All our Bibles were in English, and I had only one copy of the Spanish text of Luke’s Gospel for the Franciscan friar to read. Feeling desperation, in haste I asked the Capuchin to translate the verses I would be reading from Isaiah as we proceeded. This he did heroically, but the effect was not very prayerful, and our Spanish guests grew only more disengaged. Murmuring, two of them carried on some bit of merriment between them, laughing among themselves, sharing what I worried was a kind of malicious delight in our linguistic difficulties. We tried to recite one of the psalms responsorially, but this was a spectacular failure. By this time our sole English-speaking guest had become restless, telling me he couldn’t understand what we were saying with the Bible—that it wasn’t the way his preacher had taught him to understand it. In the meantime, a couple of guests had walked in for some coffee, oblivious to the prayer going on. Their insensitivity offended our English-speaking guest, and he rebuked them. At this point I lost my cool, and I sternly warned everybody to attend to the purpose of this gathering, which was to hear the Word of God and be still before God’s presence.
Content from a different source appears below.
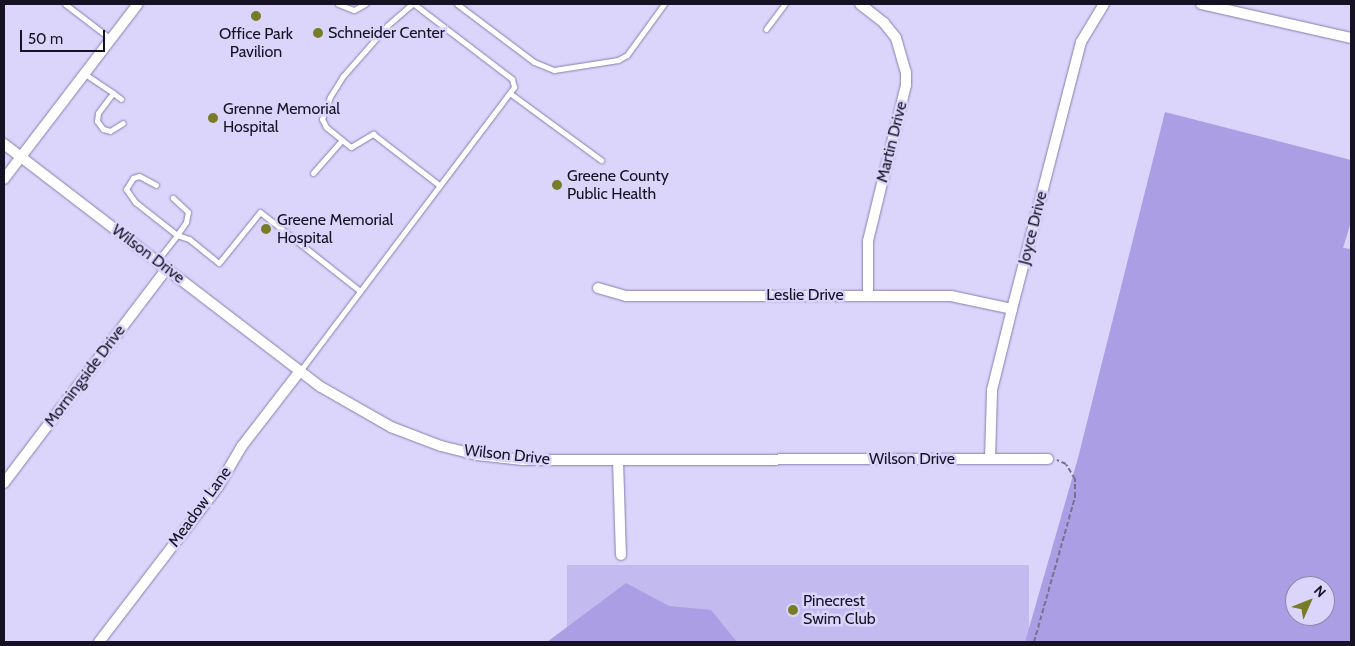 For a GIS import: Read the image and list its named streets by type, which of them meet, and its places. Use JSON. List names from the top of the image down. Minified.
{"streets":{"street":["Martin Drive","Joyce Drive","Wilson Drive","Leslie Drive","Morningside Drive","Meadow Lane"]},"crossings":[["Martin Drive","Leslie Drive"],["Joyce Drive","Wilson Drive"],["Joyce Drive","Leslie Drive"],["Wilson Drive","Morningside Drive"],["Wilson Drive","Meadow Lane"]],"places":["Office Park Pavilion","Schneider Center","Grenne Memorial Hospital","Greene County Public Health","Greene Memorial Hospital","Pinecrest Swim Club"],"scale_bar":"50 m","north":"top right"}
Everybody got the message, regardless of their native tongue, and we continued with the Gospel of Luke in Spanish, then English. We paused for silence, then we attempted some prayers and petitions. This did not work well, and the fellow who said he couldn’t understand how we were reading the Bible made a protest and left before we concluded. (Meanwhile, the other two guests who had come in for the coffee, both English speakers, stayed on.) The snickering continued among a couple of the Spanish speakers, and we ended with an awkward Our Father in Spanish. During that prayer I moved my lips, but no words came out.
I felt so foolish after the service was over. I’ve been working at the shelter for over seven months; I should have known better than to prepare a prayer expecting a certain kind of turnout. I forgot one of the axioms of pastoral ministry to the homeless: you don’t prepare, you get ready.
See what happens when you make plans? I don’t need to read the story of the Tower of Babel to be convinced that God delights in undermining our unitary designs. But what makes this incident different from the Babel story is that our tongues were already confused before we met, and we never intended to do the same work. Even the English speaker was speaking a different language from the Capuchin Franciscan and me. We acted like Pentecost had never happened. But we are living on the other side of Pentecost, and we have the gift of the Spirit to help us interpret tongues—to translate, not transliterate. We can do better. And if I can’t learn Spanish, at least I can speak Christian.